▶ DATA FOR THIS TASK:
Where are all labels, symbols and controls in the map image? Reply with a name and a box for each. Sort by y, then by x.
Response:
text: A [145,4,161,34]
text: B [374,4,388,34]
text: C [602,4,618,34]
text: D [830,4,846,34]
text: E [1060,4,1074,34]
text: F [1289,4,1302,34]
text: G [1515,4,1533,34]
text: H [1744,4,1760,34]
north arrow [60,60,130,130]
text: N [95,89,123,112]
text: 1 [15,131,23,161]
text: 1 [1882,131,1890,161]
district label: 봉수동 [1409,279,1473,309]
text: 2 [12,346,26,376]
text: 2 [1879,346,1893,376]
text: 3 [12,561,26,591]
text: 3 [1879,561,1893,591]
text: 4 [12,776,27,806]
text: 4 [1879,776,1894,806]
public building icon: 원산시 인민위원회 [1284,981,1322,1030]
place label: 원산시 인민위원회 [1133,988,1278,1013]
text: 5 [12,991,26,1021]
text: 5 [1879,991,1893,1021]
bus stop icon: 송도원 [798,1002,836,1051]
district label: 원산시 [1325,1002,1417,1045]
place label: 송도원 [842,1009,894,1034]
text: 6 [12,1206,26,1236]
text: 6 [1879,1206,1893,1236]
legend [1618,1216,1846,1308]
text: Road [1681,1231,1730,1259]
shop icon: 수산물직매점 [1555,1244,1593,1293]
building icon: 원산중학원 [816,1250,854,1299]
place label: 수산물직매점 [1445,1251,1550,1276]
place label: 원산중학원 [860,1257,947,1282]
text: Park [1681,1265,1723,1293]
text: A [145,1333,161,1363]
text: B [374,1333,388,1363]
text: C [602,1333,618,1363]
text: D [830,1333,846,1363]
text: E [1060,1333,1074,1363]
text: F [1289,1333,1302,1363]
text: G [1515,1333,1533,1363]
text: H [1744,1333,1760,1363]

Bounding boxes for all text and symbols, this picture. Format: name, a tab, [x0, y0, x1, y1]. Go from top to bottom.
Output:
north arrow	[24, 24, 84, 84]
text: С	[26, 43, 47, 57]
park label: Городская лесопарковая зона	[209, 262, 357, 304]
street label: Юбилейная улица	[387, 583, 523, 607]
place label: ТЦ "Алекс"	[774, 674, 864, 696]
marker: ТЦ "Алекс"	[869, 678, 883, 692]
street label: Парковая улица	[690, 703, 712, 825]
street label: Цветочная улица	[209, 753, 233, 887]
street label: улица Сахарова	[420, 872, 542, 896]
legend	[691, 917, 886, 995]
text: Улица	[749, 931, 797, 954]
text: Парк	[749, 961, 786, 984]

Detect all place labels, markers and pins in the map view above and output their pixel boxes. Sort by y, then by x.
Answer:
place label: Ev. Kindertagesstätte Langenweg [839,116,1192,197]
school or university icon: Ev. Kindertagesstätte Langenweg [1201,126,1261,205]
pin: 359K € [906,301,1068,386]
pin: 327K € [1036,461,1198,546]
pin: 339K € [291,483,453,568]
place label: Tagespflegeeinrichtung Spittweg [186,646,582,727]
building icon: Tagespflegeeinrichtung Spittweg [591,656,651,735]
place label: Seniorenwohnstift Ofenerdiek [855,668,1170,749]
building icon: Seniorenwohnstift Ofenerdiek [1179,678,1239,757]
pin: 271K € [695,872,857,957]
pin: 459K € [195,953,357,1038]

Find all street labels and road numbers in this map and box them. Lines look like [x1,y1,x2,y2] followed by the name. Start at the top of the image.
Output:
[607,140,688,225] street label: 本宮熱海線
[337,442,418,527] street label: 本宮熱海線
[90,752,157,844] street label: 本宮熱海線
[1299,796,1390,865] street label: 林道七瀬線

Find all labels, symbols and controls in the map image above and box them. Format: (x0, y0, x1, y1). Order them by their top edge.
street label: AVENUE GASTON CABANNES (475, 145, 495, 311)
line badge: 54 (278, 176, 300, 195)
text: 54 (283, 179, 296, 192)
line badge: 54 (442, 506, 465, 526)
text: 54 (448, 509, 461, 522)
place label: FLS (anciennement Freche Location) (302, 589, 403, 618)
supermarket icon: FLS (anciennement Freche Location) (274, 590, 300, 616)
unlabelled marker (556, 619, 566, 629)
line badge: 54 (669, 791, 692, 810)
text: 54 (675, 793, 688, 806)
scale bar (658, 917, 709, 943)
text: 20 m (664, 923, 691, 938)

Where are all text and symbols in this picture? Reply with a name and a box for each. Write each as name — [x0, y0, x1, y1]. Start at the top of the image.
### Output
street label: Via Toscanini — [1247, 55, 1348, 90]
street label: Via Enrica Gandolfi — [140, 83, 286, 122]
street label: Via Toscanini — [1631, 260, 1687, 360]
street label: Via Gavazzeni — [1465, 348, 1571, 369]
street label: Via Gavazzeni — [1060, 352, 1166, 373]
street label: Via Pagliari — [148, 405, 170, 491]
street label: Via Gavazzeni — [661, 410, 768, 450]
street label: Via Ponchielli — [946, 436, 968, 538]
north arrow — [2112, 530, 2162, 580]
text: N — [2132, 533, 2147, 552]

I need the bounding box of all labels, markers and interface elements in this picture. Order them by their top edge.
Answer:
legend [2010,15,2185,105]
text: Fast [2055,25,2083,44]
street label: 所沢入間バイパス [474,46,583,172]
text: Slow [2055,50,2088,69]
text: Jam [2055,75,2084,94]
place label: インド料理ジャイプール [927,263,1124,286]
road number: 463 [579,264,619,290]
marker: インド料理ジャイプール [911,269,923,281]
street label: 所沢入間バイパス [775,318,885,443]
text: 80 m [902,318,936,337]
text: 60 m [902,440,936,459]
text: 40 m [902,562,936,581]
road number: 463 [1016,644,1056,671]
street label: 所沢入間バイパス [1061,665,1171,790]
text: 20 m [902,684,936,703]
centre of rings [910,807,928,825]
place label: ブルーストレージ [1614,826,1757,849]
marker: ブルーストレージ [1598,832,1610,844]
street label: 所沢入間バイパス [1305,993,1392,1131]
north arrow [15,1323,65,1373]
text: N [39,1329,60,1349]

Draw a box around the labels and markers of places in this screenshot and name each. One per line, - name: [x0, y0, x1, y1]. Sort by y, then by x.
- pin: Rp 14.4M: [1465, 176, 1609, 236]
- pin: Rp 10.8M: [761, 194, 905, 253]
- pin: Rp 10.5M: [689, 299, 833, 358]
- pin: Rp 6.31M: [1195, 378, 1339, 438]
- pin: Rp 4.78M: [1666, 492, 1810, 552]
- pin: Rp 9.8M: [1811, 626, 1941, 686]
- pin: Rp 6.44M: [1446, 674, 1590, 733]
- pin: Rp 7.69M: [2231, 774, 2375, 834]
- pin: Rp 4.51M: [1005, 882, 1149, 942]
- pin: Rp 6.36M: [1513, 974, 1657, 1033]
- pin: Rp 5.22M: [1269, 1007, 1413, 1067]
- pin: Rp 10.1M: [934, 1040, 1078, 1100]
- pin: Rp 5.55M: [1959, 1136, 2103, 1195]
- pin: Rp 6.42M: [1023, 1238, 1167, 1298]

▶ WHAT NEEDS TO BE DONE: Using the same words as the original, repeat the records above.

▶ WORKED SOLUTION:
Where are all labels, symbols and controls in the map image? Reply with a name and a box for each. Sort by y, then by x.
Response:
text: A [145,4,161,34]
text: B [374,4,388,34]
text: C [602,4,618,34]
text: D [830,4,846,34]
text: E [1060,4,1074,34]
text: F [1289,4,1302,34]
text: G [1515,4,1533,34]
text: H [1744,4,1760,34]
north arrow [60,60,130,130]
text: N [95,89,123,112]
text: 1 [15,131,23,161]
text: 1 [1882,131,1890,161]
district label: 봉수동 [1409,279,1473,309]
text: 2 [12,346,26,376]
text: 2 [1879,346,1893,376]
text: 3 [12,561,26,591]
text: 3 [1879,561,1893,591]
text: 4 [12,776,27,806]
text: 4 [1879,776,1894,806]
public building icon: 원산시 인민위원회 [1284,981,1322,1030]
place label: 원산시 인민위원회 [1133,988,1278,1013]
text: 5 [12,991,26,1021]
text: 5 [1879,991,1893,1021]
bus stop icon: 송도원 [798,1002,836,1051]
district label: 원산시 [1325,1002,1417,1045]
place label: 송도원 [842,1009,894,1034]
text: 6 [12,1206,26,1236]
text: 6 [1879,1206,1893,1236]
legend [1618,1216,1846,1308]
text: Road [1681,1231,1730,1259]
shop icon: 수산물직매점 [1555,1244,1593,1293]
building icon: 원산중학원 [816,1250,854,1299]
place label: 수산물직매점 [1445,1251,1550,1276]
place label: 원산중학원 [860,1257,947,1282]
text: Park [1681,1265,1723,1293]
text: A [145,1333,161,1363]
text: B [374,1333,388,1363]
text: C [602,1333,618,1363]
text: D [830,1333,846,1363]
text: E [1060,1333,1074,1363]
text: F [1289,1333,1302,1363]
text: G [1515,1333,1533,1363]
text: H [1744,1333,1760,1363]

Bounding boxes for all text and symbols, this picture. Format: name, a tab, [x0, y0, x1, y1]. Go from top to bottom.
Output:
north arrow	[24, 24, 84, 84]
text: С	[26, 43, 47, 57]
park label: Городская лесопарковая зона	[209, 262, 357, 304]
street label: Юбилейная улица	[387, 583, 523, 607]
place label: ТЦ "Алекс"	[774, 674, 864, 696]
marker: ТЦ "Алекс"	[869, 678, 883, 692]
street label: Парковая улица	[690, 703, 712, 825]
street label: Цветочная улица	[209, 753, 233, 887]
street label: улица Сахарова	[420, 872, 542, 896]
legend	[691, 917, 886, 995]
text: Улица	[749, 931, 797, 954]
text: Парк	[749, 961, 786, 984]

Detect all place labels, markers and pins in the map view above and output their pixel boxes. Sort by y, then by x.
Answer:
place label: Ev. Kindertagesstätte Langenweg [839,116,1192,197]
school or university icon: Ev. Kindertagesstätte Langenweg [1201,126,1261,205]
pin: 359K € [906,301,1068,386]
pin: 327K € [1036,461,1198,546]
pin: 339K € [291,483,453,568]
place label: Tagespflegeeinrichtung Spittweg [186,646,582,727]
building icon: Tagespflegeeinrichtung Spittweg [591,656,651,735]
place label: Seniorenwohnstift Ofenerdiek [855,668,1170,749]
building icon: Seniorenwohnstift Ofenerdiek [1179,678,1239,757]
pin: 271K € [695,872,857,957]
pin: 459K € [195,953,357,1038]

Find all street labels and road numbers in this map and box them. Lines look like [x1,y1,x2,y2] followed by the name. Start at the top of the image.
Output:
[607,140,688,225] street label: 本宮熱海線
[337,442,418,527] street label: 本宮熱海線
[90,752,157,844] street label: 本宮熱海線
[1299,796,1390,865] street label: 林道七瀬線

Find all labels, symbols and controls in the map image above and box them. Format: (x0, y0, x1, y1). Order them by their top edge.
street label: AVENUE GASTON CABANNES (475, 145, 495, 311)
line badge: 54 (278, 176, 300, 195)
text: 54 (283, 179, 296, 192)
line badge: 54 (442, 506, 465, 526)
text: 54 (448, 509, 461, 522)
place label: FLS (anciennement Freche Location) (302, 589, 403, 618)
supermarket icon: FLS (anciennement Freche Location) (274, 590, 300, 616)
unlabelled marker (556, 619, 566, 629)
line badge: 54 (669, 791, 692, 810)
text: 54 (675, 793, 688, 806)
scale bar (658, 917, 709, 943)
text: 20 m (664, 923, 691, 938)

Where are all text and symbols in this picture? Reply with a name and a box for each. Write each as name — [x0, y0, x1, y1]. Start at the top of the image.
### Output
street label: Via Toscanini — [1247, 55, 1348, 90]
street label: Via Enrica Gandolfi — [140, 83, 286, 122]
street label: Via Toscanini — [1631, 260, 1687, 360]
street label: Via Gavazzeni — [1465, 348, 1571, 369]
street label: Via Gavazzeni — [1060, 352, 1166, 373]
street label: Via Pagliari — [148, 405, 170, 491]
street label: Via Gavazzeni — [661, 410, 768, 450]
street label: Via Ponchielli — [946, 436, 968, 538]
north arrow — [2112, 530, 2162, 580]
text: N — [2132, 533, 2147, 552]

I need the bounding box of all labels, markers and interface elements in this picture. Order them by their top edge.
Answer:
legend [2010,15,2185,105]
text: Fast [2055,25,2083,44]
street label: 所沢入間バイパス [474,46,583,172]
text: Slow [2055,50,2088,69]
text: Jam [2055,75,2084,94]
place label: インド料理ジャイプール [927,263,1124,286]
road number: 463 [579,264,619,290]
marker: インド料理ジャイプール [911,269,923,281]
street label: 所沢入間バイパス [775,318,885,443]
text: 80 m [902,318,936,337]
text: 60 m [902,440,936,459]
text: 40 m [902,562,936,581]
road number: 463 [1016,644,1056,671]
street label: 所沢入間バイパス [1061,665,1171,790]
text: 20 m [902,684,936,703]
centre of rings [910,807,928,825]
place label: ブルーストレージ [1614,826,1757,849]
marker: ブルーストレージ [1598,832,1610,844]
street label: 所沢入間バイパス [1305,993,1392,1131]
north arrow [15,1323,65,1373]
text: N [39,1329,60,1349]

Draw a box around the labels and markers of places in this screenshot and name each. One per line, - name: [x0, y0, x1, y1]. Sort by y, then by x.
- pin: Rp 14.4M: [1465, 176, 1609, 236]
- pin: Rp 10.8M: [761, 194, 905, 253]
- pin: Rp 10.5M: [689, 299, 833, 358]
- pin: Rp 6.31M: [1195, 378, 1339, 438]
- pin: Rp 4.78M: [1666, 492, 1810, 552]
- pin: Rp 9.8M: [1811, 626, 1941, 686]
- pin: Rp 6.44M: [1446, 674, 1590, 733]
- pin: Rp 7.69M: [2231, 774, 2375, 834]
- pin: Rp 4.51M: [1005, 882, 1149, 942]
- pin: Rp 6.36M: [1513, 974, 1657, 1033]
- pin: Rp 5.22M: [1269, 1007, 1413, 1067]
- pin: Rp 10.1M: [934, 1040, 1078, 1100]
- pin: Rp 5.55M: [1959, 1136, 2103, 1195]
- pin: Rp 6.42M: [1023, 1238, 1167, 1298]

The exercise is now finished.